Legislative landscape '98: experts' overview - long-term care industry - Cover Story

Nursing Homes, Nov-Dec, 1998 by Cindy Grahl, Richard L. Peck

Long-term care managers were faced in 1998 with legislative/regulatory challenges of almost unprecedented depth and scope. All of them had the prospect of fundamentally changing the way facilities operate day to day. New skills in assessing and managing residents, hiring and training staff and maximizing facility revenues are required, or soon will be. As of late summer, long-term care providers were faced with:

* implementing the Medicare Prospective Payment System for their post-acute care operations;

* trying to make sense of an arbitrary $1,500 annual cap on Medicare-funded rehabilitation services;

* the looming (but uncertain) advent of consolidated Medicare Part B billing;

* electronic transmission of the MDS to state Medicaid officials;

* post-Boren-amendment worries about Medicaid reimbursement levels; and

* the Clinton administration's "get tougher" stance on nursing home quality of care.

How has all this played out so far? What does it portend for 1999? Recently, Nursing Homes/Long Term Care Management surveyed some key prognosticators in the field. Here's a sampling of their comments:

John Schaeffler Director of Congressional Affairs, American Health Care Association, Washington, DC:

"The current reimbursement categories of the PPS system are inadequate to account for the full range of ancillary costs incurred by residents. RUGs-III fails to factor in common costs of care, such as prescriptions, lab services and respiratory therapy. This creates a potential access problem for certain Medicare beneficiaries and forces them into high-cost settings. We propose that a policy be put into place to allow SNFs to pass through the costs of non-therapy ancillaries such as these until HCFA can improve the current distribution of resources among the 44 RUGs-III categories.

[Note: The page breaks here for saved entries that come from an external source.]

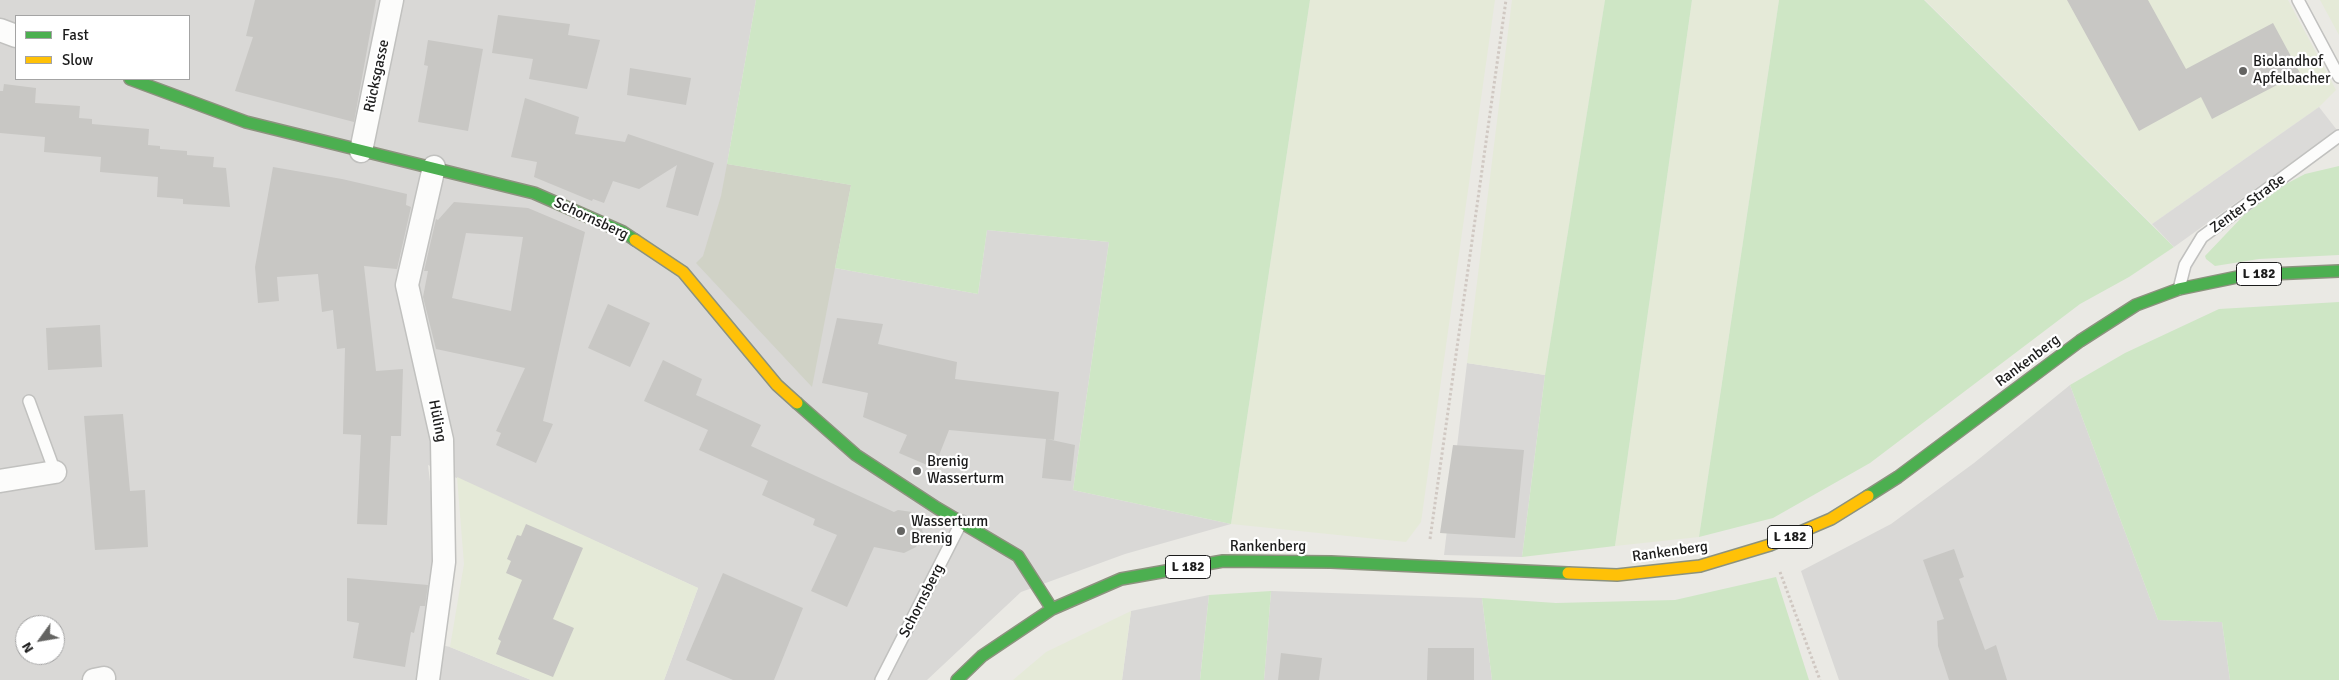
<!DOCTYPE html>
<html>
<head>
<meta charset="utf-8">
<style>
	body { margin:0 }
	#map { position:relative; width:2339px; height:680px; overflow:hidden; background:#eae9e4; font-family:Signika,sans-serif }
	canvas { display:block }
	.legend { position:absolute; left:15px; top:15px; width:175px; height:65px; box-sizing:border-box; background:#fff; border:1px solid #a4a4a4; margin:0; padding:6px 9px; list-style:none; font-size:15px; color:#1c1c1c }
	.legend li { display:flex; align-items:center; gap:10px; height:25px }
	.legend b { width:25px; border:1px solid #a4a4a4 }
	.north { position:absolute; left:15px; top:615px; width:50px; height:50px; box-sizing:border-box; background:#fff; border:1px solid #a4a4a4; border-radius:50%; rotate:238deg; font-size:14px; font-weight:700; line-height:20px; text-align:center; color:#1c1c1c }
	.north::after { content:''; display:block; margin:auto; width:18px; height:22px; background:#646462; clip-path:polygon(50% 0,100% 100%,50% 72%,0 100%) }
</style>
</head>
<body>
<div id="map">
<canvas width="2339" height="680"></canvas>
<ul class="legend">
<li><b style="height:6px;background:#4caf50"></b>Fast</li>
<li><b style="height:6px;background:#ffc107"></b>Slow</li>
</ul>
<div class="north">N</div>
</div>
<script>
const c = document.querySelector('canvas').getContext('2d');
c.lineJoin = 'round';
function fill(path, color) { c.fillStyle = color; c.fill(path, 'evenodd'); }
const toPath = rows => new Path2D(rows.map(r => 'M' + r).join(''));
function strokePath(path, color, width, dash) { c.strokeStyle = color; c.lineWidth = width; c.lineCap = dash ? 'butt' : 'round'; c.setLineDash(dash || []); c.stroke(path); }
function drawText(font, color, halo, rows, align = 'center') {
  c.font = font + ' Signika,sans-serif'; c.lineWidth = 4.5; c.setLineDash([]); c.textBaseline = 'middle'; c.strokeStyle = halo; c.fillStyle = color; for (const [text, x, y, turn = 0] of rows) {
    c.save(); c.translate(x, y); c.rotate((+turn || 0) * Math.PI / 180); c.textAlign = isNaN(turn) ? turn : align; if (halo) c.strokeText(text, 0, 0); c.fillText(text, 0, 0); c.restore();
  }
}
const residential = toPath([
	[0,0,756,0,727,164,851,185,835,268,978,294,987,230,1109,242,1073,490,1231,524,1125,554,1021,592,927,680,664,680,698,588,428,465,438,548,428,642,450,647,531,680,0,680],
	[16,16,189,16,189,79,16,79],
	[25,625,55,625,55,655,25,655],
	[1467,363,1545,375,1522,557,1444,555],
	[2070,385,2158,620,2222,622,2230,680,1839,680,1801,571,1891,524,1974,463],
	[1271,591,1482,598,1492,680,1264,680],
	[1209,595,1200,680,1122,680,1131,611]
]);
const construction = toPath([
	[727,164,851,185,812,387,696,263,703,256,721,196]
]);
const farmland = toPath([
	[1310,0,1495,0,1421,522,1406,542,1231,524],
	[1512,0,1605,0,1545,375,1467,363],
	[1692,0,1779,0,1699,537,1615,546],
	[1925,0,2288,0,2336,90,2319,107,2152,224],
	[2320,0,2339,0,2339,35],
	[457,477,698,588,664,680,531,680,450,647,464,564],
	[1131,611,1122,680,1013,680,1046,652]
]);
const grass = toPath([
	[756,0,1310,0,1231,524,1073,490,1109,242,987,230,978,294,835,268,851,185,727,164],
	[1605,0,1692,0,1615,546,1522,557,1545,375],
	[1779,0,1924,0,2174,247,2129,277,2080,304,1870,463,1773,518,1699,537],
	[2339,166,2339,255,2259,259,2215,266,2206,259,2205,256,2244,215,2286,184,2305,174],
	[2339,302,2339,680,2230,680,2222,622,2158,620,2070,385,2125,353,2219,309],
	[1776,577,1809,680,1492,680,1482,598,1556,603,1675,600],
	[1271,591,1264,680,1200,680,1209,595]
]);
const parking = toPath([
	[2319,107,2337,130,2174,247,2152,224]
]);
const building = toPath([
	[255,0,376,0,354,122,235,91,253,37,246,36],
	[2067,0,2148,0,2186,69,2273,23,2300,73,2212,119,2201,97,2139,131],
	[498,15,570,24,568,35,600,40,587,89,529,79,533,59,492,53],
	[428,40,483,49,468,131,418,122,428,66,424,65],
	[630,68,691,78,686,105,627,95],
	[4,84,36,88,35,103,80,106,79,118,92,119,92,124,149,129,148,145,160,146,160,149,187,151,187,155,214,157,213,167,226,168,230,207,183,204,183,199,157,197,158,177,100,172,101,157,44,152,45,137,0,133,0,91,3,91],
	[525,98,579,117,575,134,625,142,628,134,714,163,698,216,666,207,677,165,639,189,613,181,604,203,593,199,592,201,534,177,537,162,511,157],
	[273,167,342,179,407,194,406,205,411,207,397,269,364,266,376,371,403,369,401,436,391,436,387,525,357,524,361,435,343,434,345,348,337,349,333,310,322,312,318,274,277,277,279,301,258,303,255,267],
	[454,202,528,208,585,232,543,421,553,424,536,463,496,445,501,433,496,431,525,368,436,349,423,297,428,271,424,271,436,219,438,220],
	[466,233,523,237,511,311,452,298],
	[608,304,650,323,630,367,588,348],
	[837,318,883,324,878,344,957,362,955,379,1059,392,1054,440,1047,439,1075,445,1071,481,1042,478,1046,439,949,430,934,468,899,453,907,435,863,417,868,393,822,383],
	[100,325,102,367,48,370,46,328],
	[663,360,702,379,696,395,761,425,751,446,894,512,898,510,912,512,921,522,923,535,916,547,904,553,874,547,847,607,811,591,837,535,813,525,815,519,762,495,768,481,699,450,708,430,644,401],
	[123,414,130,491,145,490,148,547,95,550,84,416],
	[1453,445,1524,450,1515,538,1440,533],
	[526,524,583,548,553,619,574,628,553,677,496,654,501,641,498,639,522,580,506,573,511,561,507,559,517,535,521,536],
	[1954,549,1964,577,1959,579,1985,650,1996,645,2007,680,1949,680,1938,646,1937,621,1944,619,1923,560],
	[723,573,803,608,774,680,733,680,686,660],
	[347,578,428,585,425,606,420,606,414,633,411,632,405,667,353,658,359,623,347,621],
	[1428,648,1474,648,1474,680,1427,680],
	[1281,653,1322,658,1319,680,1278,680]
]);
const path = toPath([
	[1430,539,1506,0],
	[1780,572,1820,680]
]);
const lane = toPath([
	[2298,0,2339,77],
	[2179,289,2185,265,2202,237,2339,136],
	[29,401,55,472],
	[881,680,962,521]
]);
const street = toPath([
	[0,30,16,36],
	[361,151,392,0],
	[0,481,55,472],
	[94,680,104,678],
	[428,680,444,562,442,440,407,285,434,167]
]);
const fast = toPath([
	[130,79,246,122,534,193,623,232,635,240],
	[797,403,856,455,937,508,1018,556,1052,609],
	[1868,496,1898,477,2080,341,2136,305,2179,289,2247,275,2339,271],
	[957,680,982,656,1052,609,1121,579,1223,561,1331,562,1568,573]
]);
const slow = toPath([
	[635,240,683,272,777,385,797,403],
	[1568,573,1617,575,1700,566,1770,545,1831,519,1868,496]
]);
const markers = [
	[2243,71,5,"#646462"],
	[917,471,5,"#646462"],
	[901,531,5,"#646462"]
];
const shields = [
	[2259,274,45],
	[1790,537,45],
	[1188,567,45]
];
const shieldNames = [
	["L 182",2259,274],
	["L 182",1790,537],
	["L 182",1188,567]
];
const poiNames = [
	["Biolandhof",2253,62],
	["Apfelbacher",2253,79],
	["Brenig",927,462],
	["Wasserturm",927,479],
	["Wasserturm",911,522],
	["Brenig",911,539]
];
const streetNames = [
	["Rücksgasse",377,76,-78],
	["Zenter Straße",2248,204,-36],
	["Schornsberg",591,219,25],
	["Rankenberg",2028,361,-37],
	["Hüling",437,421,79],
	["Rankenberg",1268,547],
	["Rankenberg",1670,552,-8],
	["Schornsberg",922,601,-63]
];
fill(residential, '#d9d8d6');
fill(construction, '#d0d2c6');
fill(farmland, '#e5ead8');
fill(grass, '#cee6c5');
fill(parking, '#dbdad8');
fill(building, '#c8c7c4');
strokePath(lane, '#c1c1bf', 14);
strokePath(street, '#c1c1bf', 25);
strokePath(fast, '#8c927e', 14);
strokePath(slow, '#8c927e', 14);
strokePath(path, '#d0c8c2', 3, [2.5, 2.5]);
strokePath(lane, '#fcfcfb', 11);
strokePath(street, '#fcfcfb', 22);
strokePath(fast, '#4caf50', 11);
strokePath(slow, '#ffc107', 11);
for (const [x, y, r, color] of markers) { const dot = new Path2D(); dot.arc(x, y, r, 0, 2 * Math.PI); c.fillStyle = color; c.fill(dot); strokePath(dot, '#fff', 2); }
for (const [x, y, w] of shields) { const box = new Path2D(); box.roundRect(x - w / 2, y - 11.5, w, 23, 4); c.fillStyle = '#fff'; c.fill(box); strokePath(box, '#1c1c1c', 1); }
drawText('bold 14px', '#1c1c1c', null, shieldNames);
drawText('15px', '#1c1c1c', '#fff', poiNames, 'left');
drawText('15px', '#1c1c1c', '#fff', streetNames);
</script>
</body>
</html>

"We are also working on proposals to require HCFA to allow the fiscal intermediary to grant exceptions to the transition rate if a facility can demonstrate substantial change since 1995 in the level and intensity of services it provides. We also recommend broadening the definition of 'new provider' in the Balanced Budget Act's section on SNFs to include facilities disadvantaged by the transition rate that can show a significant change since 1995 in the nature of the residents they treat."

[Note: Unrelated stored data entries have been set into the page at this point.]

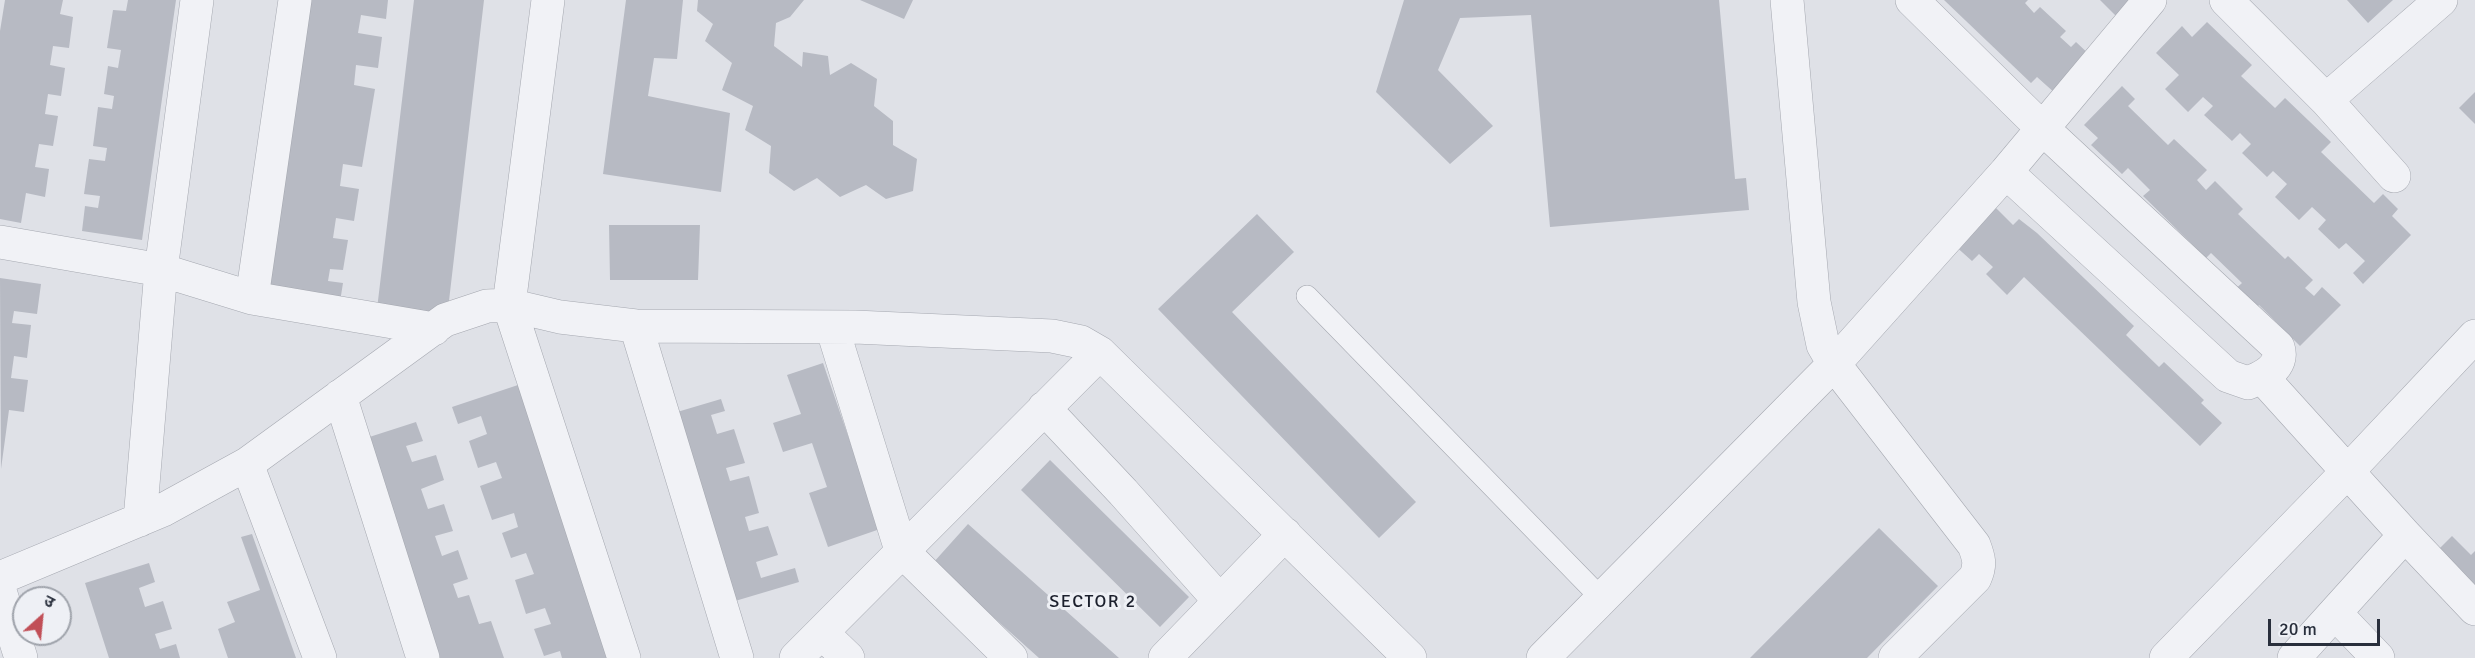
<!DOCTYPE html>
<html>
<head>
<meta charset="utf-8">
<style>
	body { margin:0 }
	#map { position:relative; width:2475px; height:658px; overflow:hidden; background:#dfe1e7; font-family:Signika,"Noto Sans Devanagari",sans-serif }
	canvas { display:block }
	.north { position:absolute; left:12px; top:586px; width:60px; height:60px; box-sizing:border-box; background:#eef0f5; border:2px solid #9fa3ab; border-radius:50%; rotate:27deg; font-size:16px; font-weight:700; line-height:24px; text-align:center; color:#292f3c }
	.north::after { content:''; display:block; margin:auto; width:21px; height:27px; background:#c14f57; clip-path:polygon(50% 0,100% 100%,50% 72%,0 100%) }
	.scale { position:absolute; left:2268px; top:619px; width:112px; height:27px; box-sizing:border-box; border:3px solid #292f3c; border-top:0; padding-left:8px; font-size:18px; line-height:21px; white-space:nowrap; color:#292f3c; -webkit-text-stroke:4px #eef0f5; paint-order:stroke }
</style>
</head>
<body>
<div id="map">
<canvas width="2475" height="658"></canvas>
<div class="north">उ</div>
<div class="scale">20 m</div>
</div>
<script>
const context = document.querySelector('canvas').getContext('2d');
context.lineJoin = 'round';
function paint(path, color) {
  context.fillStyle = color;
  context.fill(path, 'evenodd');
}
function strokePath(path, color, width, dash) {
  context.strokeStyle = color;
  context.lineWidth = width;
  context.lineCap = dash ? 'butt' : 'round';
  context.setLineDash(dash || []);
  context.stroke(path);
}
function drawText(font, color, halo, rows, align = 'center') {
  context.font = font + ' Signika,sans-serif';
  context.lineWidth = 6;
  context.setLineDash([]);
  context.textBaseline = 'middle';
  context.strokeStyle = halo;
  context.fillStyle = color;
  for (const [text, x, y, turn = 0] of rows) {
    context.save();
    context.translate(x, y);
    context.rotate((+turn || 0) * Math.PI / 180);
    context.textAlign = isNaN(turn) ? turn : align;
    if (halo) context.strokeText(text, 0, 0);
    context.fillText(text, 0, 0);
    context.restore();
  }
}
paint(new Path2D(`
	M5 0H63L60 14 73 17 69 48 53 46 50 65 65 68 61 96 48 94 45 114 58 116 53 146 39 144 35 167 49 169 45 197 26 193 21 223 0 219V31Z
	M128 0H176L142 240 82 231 85 206 98 208 100 196 84 194 89 159 105 161 107 148 93 146 98 107 112 109 114 96 104 94 108 66 118 68 121 50 107 48 113 10 126 11Z
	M300 0H388L386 19 361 15 358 33 382 37 378 68 356 65 354 85 375 89 362 167 343 164 340 186 359 189 354 221 336 218 333 238 348 240 343 270 330 269 328 281 343 283 339 308 254 295Z
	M414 0H484L447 318 377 309Z
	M626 0H683L677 59 654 58 648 96 730 113 721 192 603 174Z
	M698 0H804L790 17 776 23 774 46 802 67 803 52 828 56 830 75 851 63 877 79 874 106 893 121V145L917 159 913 191 886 199 866 185 840 197 817 178 794 191 769 173 771 146 745 130 753 106 722 90 732 63 705 41 713 24 697 11Z
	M860 0H913L904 19Z
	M1404 0H1719L1735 179 1746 178 1749 210 1550 227 1531 15 1460 18 1438 70 1493 126 1450 164 1376 92Z
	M1944 0H2028L2025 3 2034 13 2040 7 2066 31 2060 37 2071 47 2076 42 2092 57 2056 94 2037 77 2031 83Z
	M2100 0H2148L2124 24Z
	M2347 0H2393L2368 23Z
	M2207 22 2252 65 2241 76 2275 108 2285 98 2331 142 2321 152 2374 203 2383 194 2398 209 2392 216 2411 235 2363 284 2353 273 2365 261 2346 243 2339 249 2318 229 2326 220 2312 207 2299 220 2275 197 2287 184 2273 171 2267 177 2242 153 2251 144 2240 133 2232 141 2204 115 2213 106 2203 97 2188 112 2165 89 2179 75 2156 53 2182 26 2192 37Z
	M2122 86 2135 99 2128 106 2168 145 2174 139 2207 170 2197 180 2206 190 2215 181 2243 209 2238 214 2285 259 2288 256 2313 280 2305 288 2314 296 2322 287 2341 305 2300 346 2259 305 2251 313 2231 293 2242 283 2211 253 2206 258 2143 196 2150 190 2128 168 2122 174 2091 145 2098 138 2084 125Z
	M2475 92V124L2459 108Z
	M1992 204 2013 225 2019 219 2037 233 2134 326 2126 335 2159 367 2164 362 2204 400 2201 403 2222 423 2200 446 2024 277 2007 295 1986 274 1993 267 1979 254 1972 261 1953 244Z
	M1257 214 1294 252 1232 312 1416 502 1379 538 1158 309Z
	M609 225H700L698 280H610Z
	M0 278 41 284 37 314 14 311 12 323 31 325 27 358 14 356 11 378 28 380 24 412 9 410 1 469Z
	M823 363 880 529 828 547 809 493 827 487 812 443 783 452 773 423 801 414 787 375Z
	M518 385 610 658H562L560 651 544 656 534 629 551 624 545 608 526 614 515 580 534 574 526 553 511 558 502 533 518 527 514 513 492 520 480 486 502 478 496 462 478 468 469 441 487 434 481 416 458 424 452 407Z
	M721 399 725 411 711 415 717 434 734 429 745 463 726 468 730 481 749 476 759 513 745 517 749 531 768 526 778 555 756 562 761 578 795 568 799 582 725 604 667 415Z
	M416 422 423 441 406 446 412 462 436 455 444 480 421 489 428 509 444 504 453 531 435 536 442 556 458 550 468 579 453 584 458 598 469 595 479 624 491 621 504 658H430L357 441Z
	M1050 460 1189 597 1160 627 1021 490Z
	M968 524 1119 658H1039L933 563Z
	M1879 528 1938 586 1867 658H1750Z
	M252 534 296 658H228L218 629 235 622 227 602 260 590 241 537Z
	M2452 536 2471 555 2475 551V601L2432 556Z
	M149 563 155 582 139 588 145 607 163 601 172 629 155 634 160 649 176 644 180 658H109L85 583Z`), '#b7bac3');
const lane = new Path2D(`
	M1307 296 1602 599`);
const street = new Path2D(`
	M197 0 161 270 252 298 434 329
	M548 0 509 305 624 658
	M1787 0 1814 302 1823 345 1834 364 1974 545C1979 558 1981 565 1975 578L1895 658
	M1912 0 2042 128 2278 347C2285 367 2263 377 2248 383L2228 376 2006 172
	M2226 0 2326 100 2394 176
	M2326 100 2441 0
	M0 242 161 270 140 520
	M252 298 295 0
	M636 326 737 658
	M832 327 901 550 1011 658
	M2262 377 2405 535 2475 609
	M340 396 423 658
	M1044 408 1123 492 1219 600
	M247 464 320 658
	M0 578 163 510 247 464 445 320 487 306 509 305 560 317 636 326 855 327 1052 336 1081 342 1100 353 1410 658
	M0 591 21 658
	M2335 613 2378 658
	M822 633 848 658
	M796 658 1100 353
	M1165 658 1285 534
	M1543 658 1834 364 2006 172 2150 0
	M2166 658 2347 472 2475 336
	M2294 658 2405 535`);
strokePath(lane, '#a5a8b0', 22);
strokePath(street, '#a5a8b0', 34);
strokePath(lane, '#f1f2f6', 21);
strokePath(street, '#f1f2f6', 33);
context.letterSpacing = '1.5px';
drawText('18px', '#1c202d', '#eef0f5', [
	["SECTOR 2",1093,602]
]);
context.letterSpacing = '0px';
</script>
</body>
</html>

Larry Fronheiser President, National Association of Rehabilitation Agencies, Alexandria, VA:

"Almost everyone feels that the effect of the $1,500 cap on Medicare-funded rehabilitation therapies will primarily be on patients with more than one episode of care in a calendar year or with a significant disability or disease process. Most patients will not be affected. And there will be a fee schedule soon that will reduce the per- visit charge for services considerably.

"Anyone with any knowledge of what's going on sees that, under PPS, partnerships will be necessary between the nursing facility administration and rehab providers, no matter whether they are in-house or outsourced. The success of PPS depends on these rehab teams' ability to stay within the rules and perform efficiently. There is a lot at stake.

"In addition to the two big issues, PPS and the cap, there is also the addition of CPT coding as a requirement for outpatient billing. Nursing homes and rehab agencies did not use these in the past, as they were cost-based providers, but now they will have to learn to.

"It all centers on data collection, primarily. Your overall rehab costs determine your cost per visit and per hour. Second in significance is your relationship with outside influences. From where do you as a nursing home get your referrals? Which acute care hospital? What is their situation, and what is the communication mechanism between the two of you that will let you classify patients before admission, using the MDS?"

Kathleen M. Griffin, PhD National Director, Post-Acute and Senior Services, Health Dimensions Consulting Group, Benedictine Health Systems, Phoenix, AZ:

"Now that facilities are getting past the initial bouts with the 'trees' - getting ready for PPS and for automated MDS - they are beginning to concentrate on the 'forest' itself and do some strategic positioning for the future. These strategies tend to take three different directions:

"First, facilities that are less aggressive than others might see this business as just an add-on and decide not to take high-acuity Medicare patients at all. Or they might do the opposite and certify all their beds for Medicare - no longer having a distinct section because there are no longer different rates for Medicare residents.

"Second, facilities that are more aggressive and sophisticated - those with subacute care - can do one of two things: They can continue to have a subacute product line, but become more selective and turn down heavy-resource-use patients, such as those who are ventilator dependent or on TPN; or they can find a hospital (if they're not allied with one already) and develop a relationship with it. The friendly hospital can provide the nursing home certain in-kind services, such as continuing education, provision of a medical director or use of a nursing pool - important in times of a labor shortage - in exchange for help with high-resource residents. But you have to make this kind of arrangement for the entire facility, not just the Medicare patients, and ensure that the shared services do not constitute kickbacks. That would be fraud.